Im zweiten Teil der Arbeit wurde die Tradition und Transformation des lokalen Brauchtums des Prozessionsgelöbnisses vom 28. Juli 1666 zur Abwendung der Pest im Laufe der Jahrhunderte dargestellt, insbesondere hinsichtlich des Nassauischen Konfessionskonfliktes im 19. Jahrhundert, der Einschränkungen im Nationalsozialismus und der modernen ökumenischen Festkultur der Gegenwart.
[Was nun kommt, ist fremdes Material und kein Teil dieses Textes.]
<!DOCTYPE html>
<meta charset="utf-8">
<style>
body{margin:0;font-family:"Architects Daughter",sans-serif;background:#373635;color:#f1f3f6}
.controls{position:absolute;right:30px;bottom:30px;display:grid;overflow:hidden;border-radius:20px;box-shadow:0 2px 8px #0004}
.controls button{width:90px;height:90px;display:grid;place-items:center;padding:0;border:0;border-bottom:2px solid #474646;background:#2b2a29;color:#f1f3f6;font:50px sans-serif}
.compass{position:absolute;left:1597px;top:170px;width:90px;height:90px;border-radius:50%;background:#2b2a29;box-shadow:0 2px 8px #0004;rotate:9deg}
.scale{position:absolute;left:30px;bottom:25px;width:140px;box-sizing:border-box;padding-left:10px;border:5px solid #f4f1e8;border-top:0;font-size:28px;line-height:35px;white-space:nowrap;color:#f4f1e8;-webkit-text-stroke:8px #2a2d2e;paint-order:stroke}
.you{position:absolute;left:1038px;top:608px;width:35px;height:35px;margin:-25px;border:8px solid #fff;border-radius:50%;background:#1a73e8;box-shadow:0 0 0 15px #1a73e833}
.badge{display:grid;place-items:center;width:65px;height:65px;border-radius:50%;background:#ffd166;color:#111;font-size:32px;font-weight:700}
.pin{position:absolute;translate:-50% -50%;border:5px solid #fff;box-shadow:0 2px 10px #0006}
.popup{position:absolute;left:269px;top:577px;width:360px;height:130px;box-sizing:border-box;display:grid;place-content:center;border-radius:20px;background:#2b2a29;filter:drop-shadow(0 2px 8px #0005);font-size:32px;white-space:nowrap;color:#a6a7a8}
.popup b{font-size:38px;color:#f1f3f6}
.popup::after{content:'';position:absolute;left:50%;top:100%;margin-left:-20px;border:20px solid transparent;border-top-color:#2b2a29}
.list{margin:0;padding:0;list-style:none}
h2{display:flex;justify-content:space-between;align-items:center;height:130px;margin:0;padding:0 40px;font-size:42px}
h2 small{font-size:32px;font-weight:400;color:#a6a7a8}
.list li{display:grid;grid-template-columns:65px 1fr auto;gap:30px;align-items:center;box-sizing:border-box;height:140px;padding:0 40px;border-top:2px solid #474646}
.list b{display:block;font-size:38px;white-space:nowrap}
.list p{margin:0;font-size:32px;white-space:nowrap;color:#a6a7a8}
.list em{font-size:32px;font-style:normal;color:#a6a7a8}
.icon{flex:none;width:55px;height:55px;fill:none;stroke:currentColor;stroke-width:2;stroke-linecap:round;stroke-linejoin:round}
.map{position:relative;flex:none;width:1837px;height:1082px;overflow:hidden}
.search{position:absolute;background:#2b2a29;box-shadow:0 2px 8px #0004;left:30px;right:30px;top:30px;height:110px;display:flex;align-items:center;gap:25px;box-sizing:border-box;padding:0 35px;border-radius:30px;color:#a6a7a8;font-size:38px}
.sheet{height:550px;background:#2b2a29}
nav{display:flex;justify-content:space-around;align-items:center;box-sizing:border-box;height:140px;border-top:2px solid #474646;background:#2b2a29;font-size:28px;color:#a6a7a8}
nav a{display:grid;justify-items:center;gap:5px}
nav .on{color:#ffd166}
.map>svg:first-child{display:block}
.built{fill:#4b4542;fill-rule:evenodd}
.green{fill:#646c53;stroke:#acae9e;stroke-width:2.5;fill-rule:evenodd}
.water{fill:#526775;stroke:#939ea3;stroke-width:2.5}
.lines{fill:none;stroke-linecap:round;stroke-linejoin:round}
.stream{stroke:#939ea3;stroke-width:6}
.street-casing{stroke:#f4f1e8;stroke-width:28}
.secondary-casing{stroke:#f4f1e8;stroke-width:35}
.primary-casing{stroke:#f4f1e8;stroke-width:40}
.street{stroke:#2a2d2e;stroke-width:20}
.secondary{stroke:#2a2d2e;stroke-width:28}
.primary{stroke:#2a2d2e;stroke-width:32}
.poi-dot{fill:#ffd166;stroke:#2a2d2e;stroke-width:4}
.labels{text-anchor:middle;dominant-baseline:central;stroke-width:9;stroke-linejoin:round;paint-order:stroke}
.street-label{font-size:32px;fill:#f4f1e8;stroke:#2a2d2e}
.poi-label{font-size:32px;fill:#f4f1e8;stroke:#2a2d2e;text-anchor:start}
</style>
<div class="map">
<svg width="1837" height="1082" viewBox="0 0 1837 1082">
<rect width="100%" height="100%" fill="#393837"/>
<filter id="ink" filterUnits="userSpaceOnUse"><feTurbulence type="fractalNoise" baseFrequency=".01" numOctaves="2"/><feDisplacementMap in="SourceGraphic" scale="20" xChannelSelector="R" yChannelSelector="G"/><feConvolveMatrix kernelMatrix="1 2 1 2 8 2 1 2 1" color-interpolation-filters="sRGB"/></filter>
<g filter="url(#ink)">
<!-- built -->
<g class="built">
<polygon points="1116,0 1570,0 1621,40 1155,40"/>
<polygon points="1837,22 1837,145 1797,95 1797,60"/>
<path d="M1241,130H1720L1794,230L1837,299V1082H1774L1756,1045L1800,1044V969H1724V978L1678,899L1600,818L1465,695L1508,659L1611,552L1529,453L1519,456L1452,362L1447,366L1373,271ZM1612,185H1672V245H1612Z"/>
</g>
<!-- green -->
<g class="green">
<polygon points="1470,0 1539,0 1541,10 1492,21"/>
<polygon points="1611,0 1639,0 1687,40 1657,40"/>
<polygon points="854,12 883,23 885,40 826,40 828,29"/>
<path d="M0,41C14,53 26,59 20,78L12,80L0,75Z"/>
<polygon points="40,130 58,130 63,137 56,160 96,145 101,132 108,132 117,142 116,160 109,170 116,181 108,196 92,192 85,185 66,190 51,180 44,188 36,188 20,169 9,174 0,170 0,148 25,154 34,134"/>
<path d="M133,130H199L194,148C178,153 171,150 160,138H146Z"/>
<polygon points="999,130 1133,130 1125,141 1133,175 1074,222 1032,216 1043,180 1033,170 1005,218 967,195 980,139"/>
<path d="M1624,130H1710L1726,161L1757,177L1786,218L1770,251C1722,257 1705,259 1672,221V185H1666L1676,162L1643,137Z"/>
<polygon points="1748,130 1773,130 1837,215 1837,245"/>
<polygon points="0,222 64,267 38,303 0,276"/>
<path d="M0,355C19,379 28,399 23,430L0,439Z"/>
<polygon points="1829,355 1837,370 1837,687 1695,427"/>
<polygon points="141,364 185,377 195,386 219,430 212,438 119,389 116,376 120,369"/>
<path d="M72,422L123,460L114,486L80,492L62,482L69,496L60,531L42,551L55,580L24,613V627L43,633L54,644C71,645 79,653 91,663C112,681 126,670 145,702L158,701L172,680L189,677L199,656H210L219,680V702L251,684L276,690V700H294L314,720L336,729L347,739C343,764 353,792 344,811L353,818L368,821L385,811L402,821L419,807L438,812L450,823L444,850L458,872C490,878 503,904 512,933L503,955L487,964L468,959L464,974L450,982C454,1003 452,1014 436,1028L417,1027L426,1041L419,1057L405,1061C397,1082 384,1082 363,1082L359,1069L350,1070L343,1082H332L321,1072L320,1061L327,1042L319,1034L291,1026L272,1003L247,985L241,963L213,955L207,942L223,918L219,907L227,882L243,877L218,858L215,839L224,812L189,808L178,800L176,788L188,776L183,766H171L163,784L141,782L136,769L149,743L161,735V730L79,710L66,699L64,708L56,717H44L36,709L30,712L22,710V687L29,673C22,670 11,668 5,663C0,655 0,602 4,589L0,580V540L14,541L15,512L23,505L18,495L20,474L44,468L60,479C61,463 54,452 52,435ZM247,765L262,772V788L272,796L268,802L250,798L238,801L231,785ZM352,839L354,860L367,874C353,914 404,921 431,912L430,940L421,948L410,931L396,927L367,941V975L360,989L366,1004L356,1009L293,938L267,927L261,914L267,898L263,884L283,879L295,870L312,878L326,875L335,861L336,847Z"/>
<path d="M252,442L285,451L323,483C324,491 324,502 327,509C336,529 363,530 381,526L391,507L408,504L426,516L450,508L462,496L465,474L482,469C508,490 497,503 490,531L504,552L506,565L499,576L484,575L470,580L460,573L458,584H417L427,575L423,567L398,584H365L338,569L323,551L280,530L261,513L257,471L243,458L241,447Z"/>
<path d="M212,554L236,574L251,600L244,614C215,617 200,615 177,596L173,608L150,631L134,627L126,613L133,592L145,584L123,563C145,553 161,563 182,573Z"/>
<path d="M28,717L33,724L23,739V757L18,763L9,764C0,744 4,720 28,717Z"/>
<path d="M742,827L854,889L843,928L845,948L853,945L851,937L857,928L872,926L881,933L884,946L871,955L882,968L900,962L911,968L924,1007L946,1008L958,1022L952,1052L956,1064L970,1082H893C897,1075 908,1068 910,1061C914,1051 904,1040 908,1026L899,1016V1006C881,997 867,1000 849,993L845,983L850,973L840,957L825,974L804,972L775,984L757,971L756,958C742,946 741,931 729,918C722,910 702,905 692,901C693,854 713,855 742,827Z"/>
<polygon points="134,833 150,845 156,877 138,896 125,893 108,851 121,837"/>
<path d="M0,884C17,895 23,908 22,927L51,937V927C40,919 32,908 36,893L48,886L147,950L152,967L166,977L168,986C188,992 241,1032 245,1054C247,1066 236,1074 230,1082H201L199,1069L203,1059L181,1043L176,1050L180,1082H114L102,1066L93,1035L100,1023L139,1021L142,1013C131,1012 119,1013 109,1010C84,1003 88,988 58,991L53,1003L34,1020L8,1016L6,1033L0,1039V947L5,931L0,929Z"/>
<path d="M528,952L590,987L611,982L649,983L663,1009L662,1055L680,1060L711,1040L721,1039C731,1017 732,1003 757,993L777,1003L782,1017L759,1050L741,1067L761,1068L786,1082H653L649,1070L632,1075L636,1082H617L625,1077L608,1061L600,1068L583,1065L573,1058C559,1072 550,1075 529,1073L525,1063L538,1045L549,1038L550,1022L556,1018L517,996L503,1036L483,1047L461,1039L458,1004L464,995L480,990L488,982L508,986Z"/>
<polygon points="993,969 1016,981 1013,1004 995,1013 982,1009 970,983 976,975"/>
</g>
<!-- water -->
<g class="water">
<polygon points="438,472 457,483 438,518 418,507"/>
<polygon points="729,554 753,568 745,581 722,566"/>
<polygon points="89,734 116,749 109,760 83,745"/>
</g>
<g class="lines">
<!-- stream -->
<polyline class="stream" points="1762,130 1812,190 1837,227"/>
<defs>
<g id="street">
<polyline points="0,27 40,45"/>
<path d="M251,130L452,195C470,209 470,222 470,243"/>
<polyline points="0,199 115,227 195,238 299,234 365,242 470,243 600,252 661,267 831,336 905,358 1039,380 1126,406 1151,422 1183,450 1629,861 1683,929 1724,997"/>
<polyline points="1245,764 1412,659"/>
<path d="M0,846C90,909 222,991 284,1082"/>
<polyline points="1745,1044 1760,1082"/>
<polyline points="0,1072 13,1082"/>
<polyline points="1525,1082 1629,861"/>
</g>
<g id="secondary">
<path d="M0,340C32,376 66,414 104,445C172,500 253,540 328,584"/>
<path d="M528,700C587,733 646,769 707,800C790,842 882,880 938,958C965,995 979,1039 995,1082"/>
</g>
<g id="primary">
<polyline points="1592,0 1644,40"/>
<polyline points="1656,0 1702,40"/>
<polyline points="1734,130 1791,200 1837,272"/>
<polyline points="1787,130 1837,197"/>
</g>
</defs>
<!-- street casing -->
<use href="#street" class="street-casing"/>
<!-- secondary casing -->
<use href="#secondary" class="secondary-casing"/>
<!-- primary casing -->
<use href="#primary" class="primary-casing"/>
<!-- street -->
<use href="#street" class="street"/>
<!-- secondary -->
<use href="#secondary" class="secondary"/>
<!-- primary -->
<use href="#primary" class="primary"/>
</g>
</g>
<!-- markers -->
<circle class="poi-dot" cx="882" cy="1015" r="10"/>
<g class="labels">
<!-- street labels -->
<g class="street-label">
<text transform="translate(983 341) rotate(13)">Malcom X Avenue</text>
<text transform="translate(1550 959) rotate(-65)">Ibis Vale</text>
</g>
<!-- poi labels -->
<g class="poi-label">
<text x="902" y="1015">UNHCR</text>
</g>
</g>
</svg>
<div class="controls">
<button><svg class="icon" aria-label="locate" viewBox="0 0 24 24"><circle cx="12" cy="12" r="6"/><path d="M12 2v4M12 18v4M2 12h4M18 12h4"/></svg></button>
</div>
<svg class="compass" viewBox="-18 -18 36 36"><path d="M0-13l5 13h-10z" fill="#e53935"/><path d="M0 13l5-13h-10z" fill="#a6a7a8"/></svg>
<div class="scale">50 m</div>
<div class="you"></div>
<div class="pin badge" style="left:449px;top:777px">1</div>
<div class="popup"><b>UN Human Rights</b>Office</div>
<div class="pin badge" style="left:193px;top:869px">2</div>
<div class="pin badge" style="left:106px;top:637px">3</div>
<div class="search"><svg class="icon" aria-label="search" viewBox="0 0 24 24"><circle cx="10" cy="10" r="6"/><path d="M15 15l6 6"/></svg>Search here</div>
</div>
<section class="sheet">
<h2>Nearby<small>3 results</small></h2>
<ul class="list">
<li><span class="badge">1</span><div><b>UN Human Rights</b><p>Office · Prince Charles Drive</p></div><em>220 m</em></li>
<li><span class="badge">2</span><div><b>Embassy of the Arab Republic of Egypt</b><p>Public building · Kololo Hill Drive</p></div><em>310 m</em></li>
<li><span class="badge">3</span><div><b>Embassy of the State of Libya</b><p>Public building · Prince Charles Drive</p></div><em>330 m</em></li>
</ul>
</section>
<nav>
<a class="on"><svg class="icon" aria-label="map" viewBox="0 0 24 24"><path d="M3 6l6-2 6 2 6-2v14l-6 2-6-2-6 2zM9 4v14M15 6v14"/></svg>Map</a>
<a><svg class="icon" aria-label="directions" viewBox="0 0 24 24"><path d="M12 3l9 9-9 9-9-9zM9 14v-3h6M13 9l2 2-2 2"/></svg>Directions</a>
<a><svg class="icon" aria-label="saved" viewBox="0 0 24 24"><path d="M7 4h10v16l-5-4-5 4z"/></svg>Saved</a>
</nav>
Publikation: Verlobter Tag. Ein jahrhundertealtes religiöses Gelöbnis in Flörsheim am Main. In: Nassauische Annalen, Band 137 (2026), S. 165–185.
Schlussbemerkung
Eine Beobachtung aus dem Geschichtsunterricht mag noch angefügt werden: Mit einem Oberstufenkurs lasen wir am Smartboard gemeinsam den Aufsatz über Jakob Laucks Kriegstagebuch. Die Schülerinnen und Schüler waren ganz Ohr: Den Ersten Weltkrieg auf die lokale Ebene, alltägliche Belange und einzelne Menschenschicksale heruntergebrochen zu sehen, machte Geschichte für die Lerngruppe neu erlebbar. Das Potenzial der Lokalgeschichte, die mit den großen historischen Narrativen verbunden ist, erschloss sich ihnen.